This may be the first time in all the years I’ve been writing this column that I have begun by stating my own view on my chosen subject. Then again, it’s also the first column in which I have addressed the question of my own death. Or, to be more precise, my own funeral. And that’s because a survey by the religious think tank Theos has just found that most of us don’t want one. Do You?
Maybe I should be a little more precise. What do we mean by a “funeral”. At the risk of stating the obvious, we’re all going to die and something must be done to deal with our remains. I want mine to be buried in a cardboard coffin in the small woodland I own in west Wales. I rather hope my children and grandchildren will be there and that my son will play a little Bach on his cello and my daughter will read a poem. There will be no religious element whatsoever.
Does that really qualify as a funeral? Not if you accept the views of Justin Welby, the Archbishop of Canterbury, it doesn’t.
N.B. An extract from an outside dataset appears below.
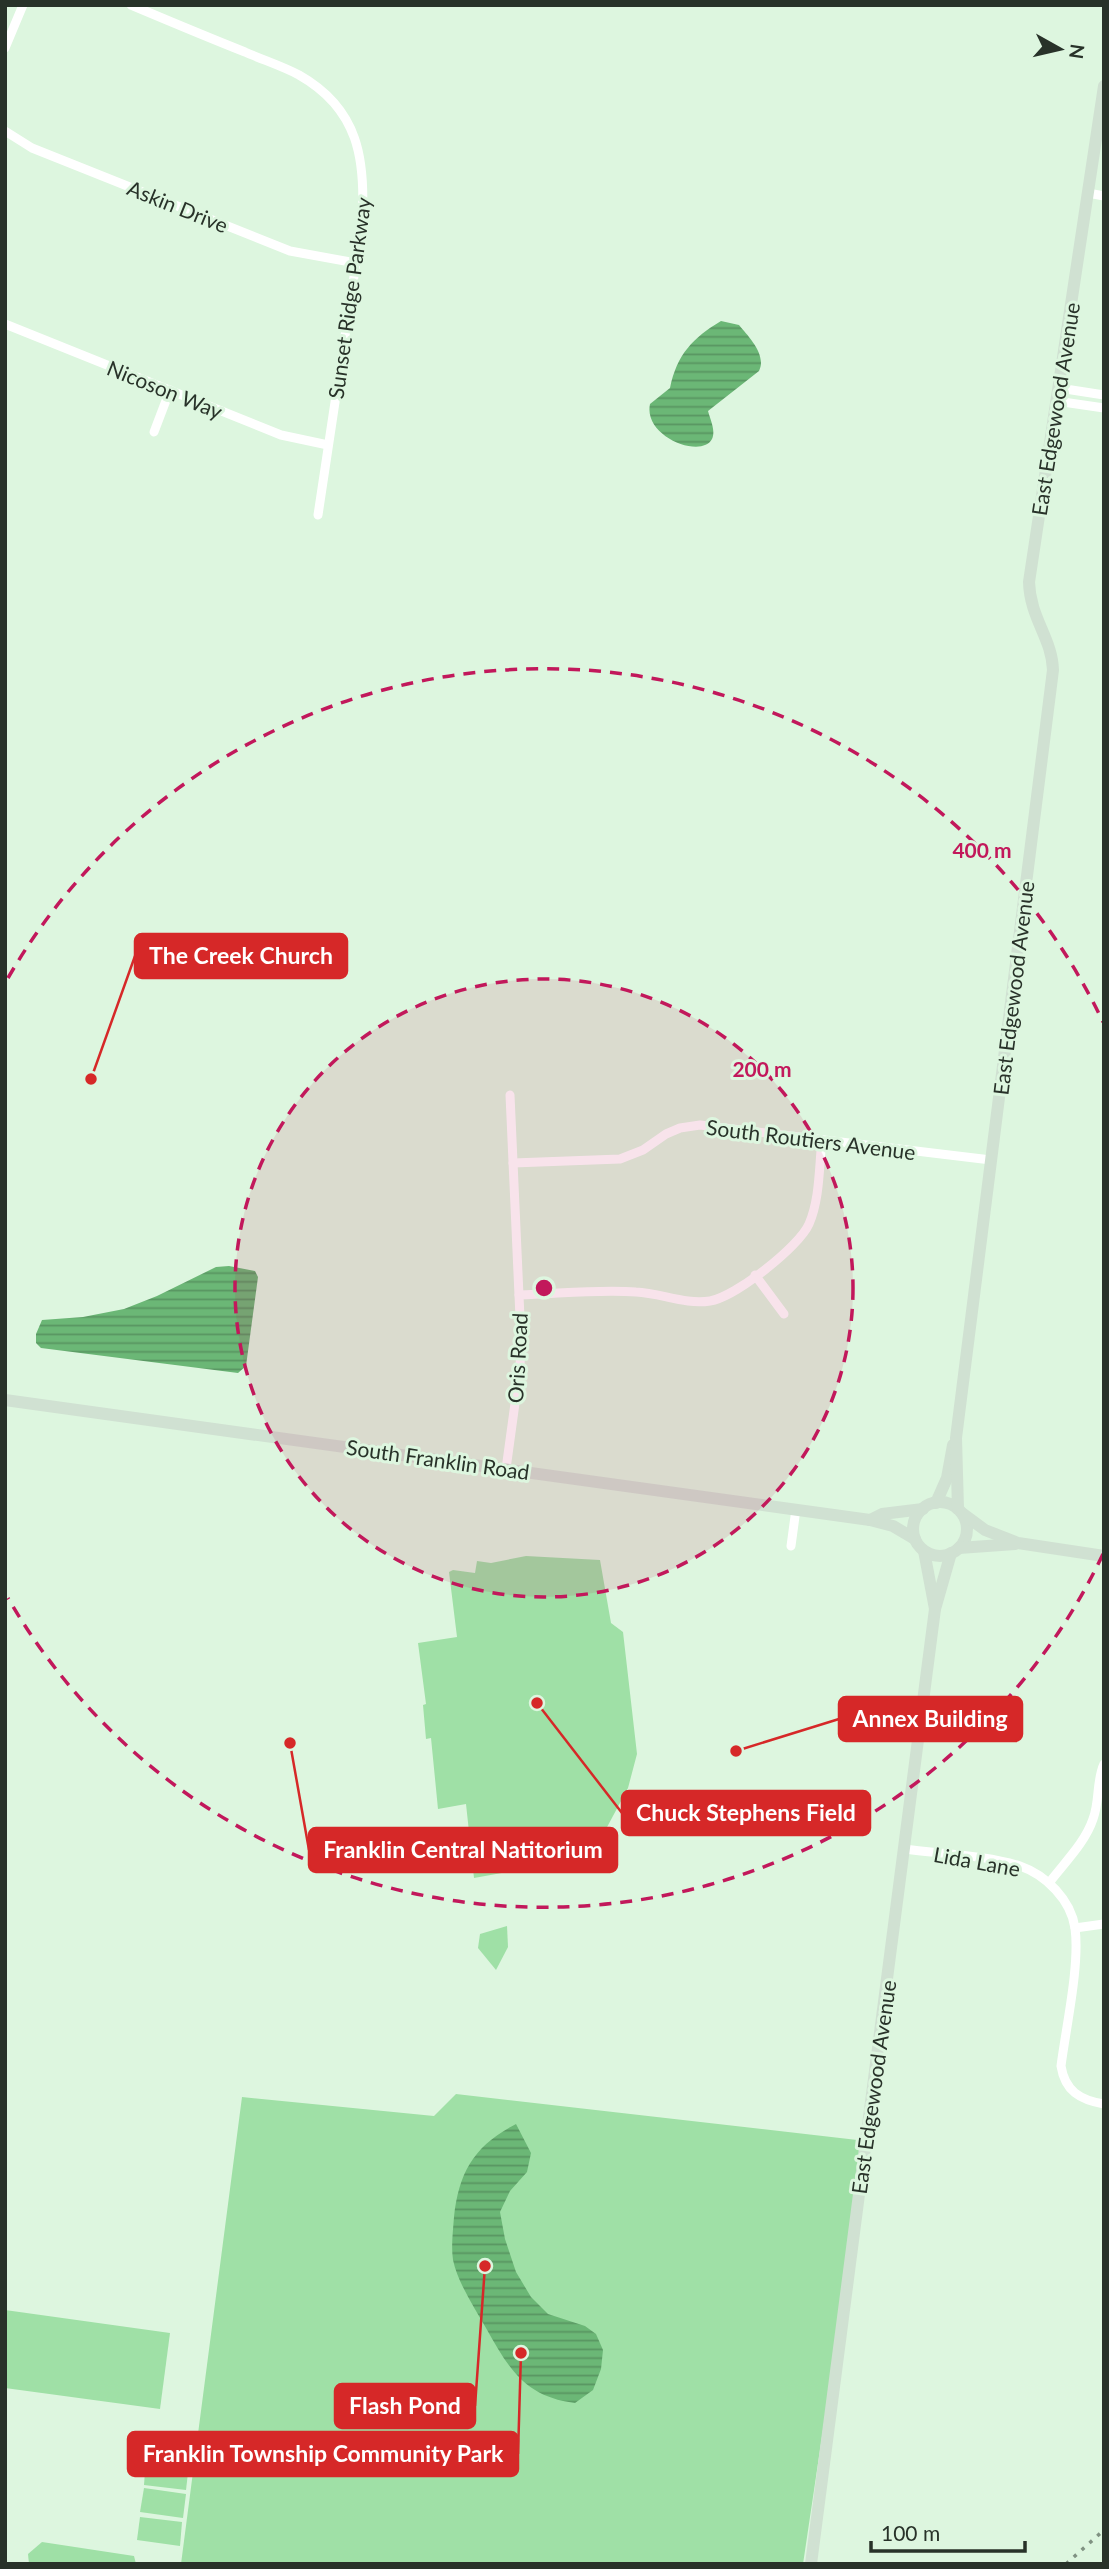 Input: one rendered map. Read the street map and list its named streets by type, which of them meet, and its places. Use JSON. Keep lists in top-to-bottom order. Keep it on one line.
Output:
{"streets":{"main road":["East Edgewood Avenue","South Franklin Road"],"street":["Askin Drive","Sunset Ridge Parkway","Nicoson Way","South Routiers Avenue","Oris Road","Lida Lane"]},"crossings":[["Askin Drive","Sunset Ridge Parkway"],["Sunset Ridge Parkway","Nicoson Way"],["East Edgewood Avenue","South Routiers Avenue"],["East Edgewood Avenue","Lida Lane"],["South Routiers Avenue","Oris Road"],["Oris Road","South Franklin Road"]],"places":["The Creek Church","Chuck Stephens Field","Franklin Central Natitorium","Annex Building","Flash Pond","Franklin Township Community Park"],"scale_bar":"100 m","north":"right","rings":["400 m","200 m"]}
He is deeply concerned that people “are not just becoming increasingly distanced from the traditional means of comfort and hope offered by the Christian funeral”. Many, he says, don't want any sort of funeral at all because most of us now regard them as “expensive, time-consuming and irrelevant”. Welby thinks that is “shocking” because it suggests a future “in which death is increasingly taboo and grief shameful”. Can that really be true?
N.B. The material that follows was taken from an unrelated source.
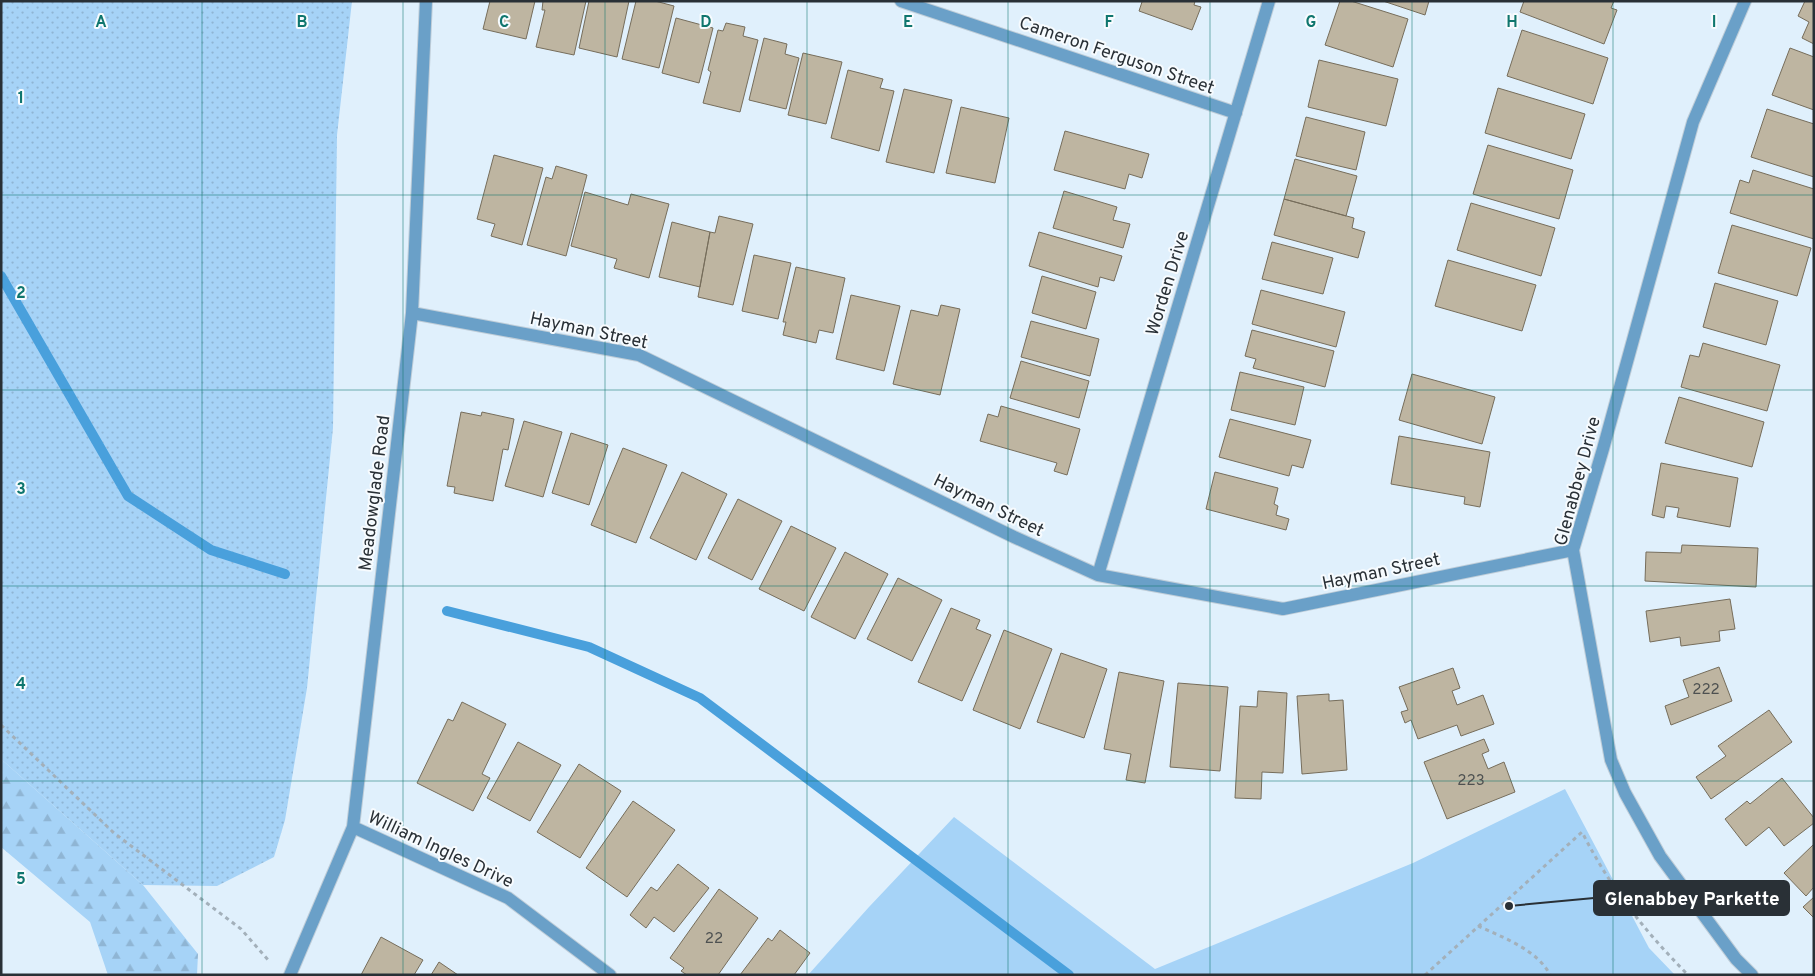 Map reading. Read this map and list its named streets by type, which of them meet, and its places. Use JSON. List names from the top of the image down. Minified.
{"streets":{"street":["Cameron Ferguson Street","Worden Drive","Hayman Street","Glenabbey Drive","Meadowglade Road","William Ingles Drive"]},"crossings":[["Cameron Ferguson Street","Worden Drive"],["Worden Drive","Hayman Street"],["Hayman Street","Glenabbey Drive"],["Hayman Street","Meadowglade Road"],["Meadowglade Road","William Ingles Drive"]],"places":["Glenabbey Parkette"],"house_numbers":["222","223","22"],"grid":{"columns":["A","B","C","D","E","F","G","H","I"],"rows":["1","2","3","4","5"]}}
It’s certainly true that cost plays a large part in our growing reluctance to go down the traditional route. The bill for even the most modest adds up to an average of £5,500. Rather less than the average wedding, which is three times as costly, but still significant. Fewer than half of those who responded to the survey wanted any sort of religious service or ceremony.
There has been a pretty dramatic increase in the number of so-called “direct cremations”, which means there is no funeral service or ceremony beforehand and, in many cases, no mourners. The most basic “packages” are bought online. The company picks up the body, disposes of it at the crematorium and the nearest relatives are sent a package of ashes through the post. Rough cost: £1,500.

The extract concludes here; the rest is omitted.